In 6a, after Aben Ezra's Moznajim 2b (11b of Heidenheim's edition), and Zachoth 53a (cf. Lipmann's ed.), and other witnesses (vid., Norzi), t sp (the ף with dagesh) is to be written, - the Cod. Jaman. and others defect. without ו, - not tôsf; for, since תּוסף (Exodus 10:28) is yet further abbreviated in this way, it necessarily loses

(Note: That both Shevas in tôsp are quiesc., vid., Kimchi, Michlol 155 a b, who is finally decided as to this. That the word should be read tôspe'al is the opinion of Chagg in הנוח 'ס (regarding the quiesc. letters), p. 6 of the Ed. by Dukes-Ewald.)

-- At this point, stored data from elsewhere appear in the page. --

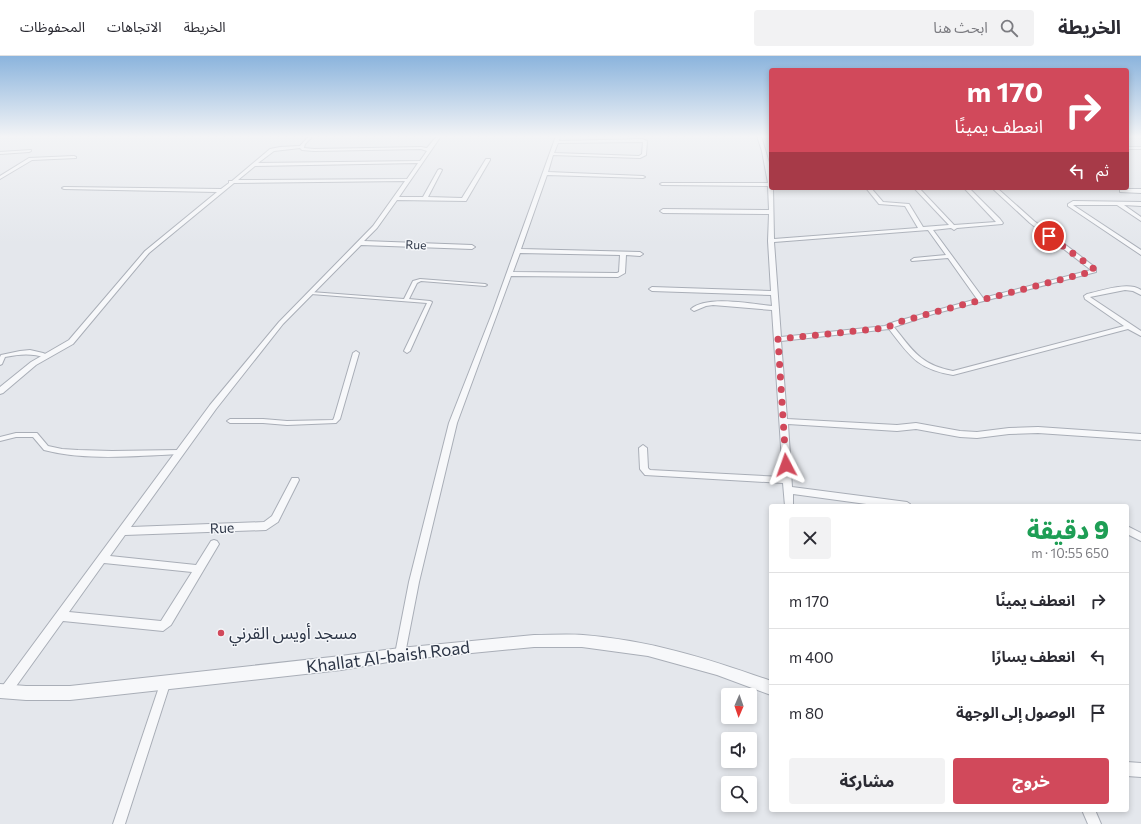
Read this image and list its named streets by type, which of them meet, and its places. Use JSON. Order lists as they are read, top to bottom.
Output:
{
  "streets": {
    "street": ["Rue", "Khallat Al-baish Road"]
  },
  "places": ["مسجد أويس القرني"],
  "north": "bottom",
  "page": {
    "header": "الخريطة",
    "search": "ابحث هنا",
    "nav": ["الخريطة", "الاتجاهات", "المحفوظات"],
    "turn": ["170 m", "انعطف يمينًا"],
    "then": "ثم",
    "heading": ["9 دقيقة", "650 m · 10:55"],
    "list": [
      {
        "name": "انعطف يمينًا",
        "value": "170 m"
      },
      {
        "name": "انعطف يسارًا",
        "value": "400 m"
      },
      {
        "name": "الوصول إلى الوجهة",
        "value": "80 m"
      }
    ],
    "buttons": ["خروج", "مشاركة"]
  }
}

the aspiration of the tenuis, as in ילדתּ ( equals ילדת). The words of God are the announcements of His holy will, measured by His wisdom; they are then to be accepted as they are, and to be recognised and obeyed. He who adds anything to them, either by an overstraining of them or by repressing them, will not escape the righteous judgment of God: God will convict him of falsifying His word (הוכיח, Psalm 50:21; only here with ב of the obj.), and expose him as a liar - viz. by the dispensations which unmask the falsifier as such, and make manifest the falsehood of his doctrines as dangerous to souls and destructive to society. An example of this is found in the kingdom of Israel, in the destruction of which the curse of the human institution of its state religion, set up by Jeroboam, had no little share. Also the Jewish traditional law, although in itself necessary for the carrying over of the law into the praxis of private and public life, falls under the Deuteron. prohibition - which the poet here repeats - so far as it claimed for itself the same divine authority as that of the written law, and so far as it hindered obedience to the law - by the straining-at-a-gnat policy - and was hostile to piety. Or, to adduce an example of an addition more dogmatic than legal, what a fearful impulse was given to fleshly security by that overstraining of the promises in Genesis 17, which were connected with circumcision by the tradition, "the circumcised come not into hell," or by the overstraining of the prerogative attributed by Paul, Romans 9:4., to his people according to the Scriptures, in the principle, "All Israelites have a part in the future world!" Regarding the accentuation of the perf. consec. after פּן, vid., at Psalm 28:1. The penultima accent is always in pausa (cf. Proverbs 30:9 and Proverbs 30:10).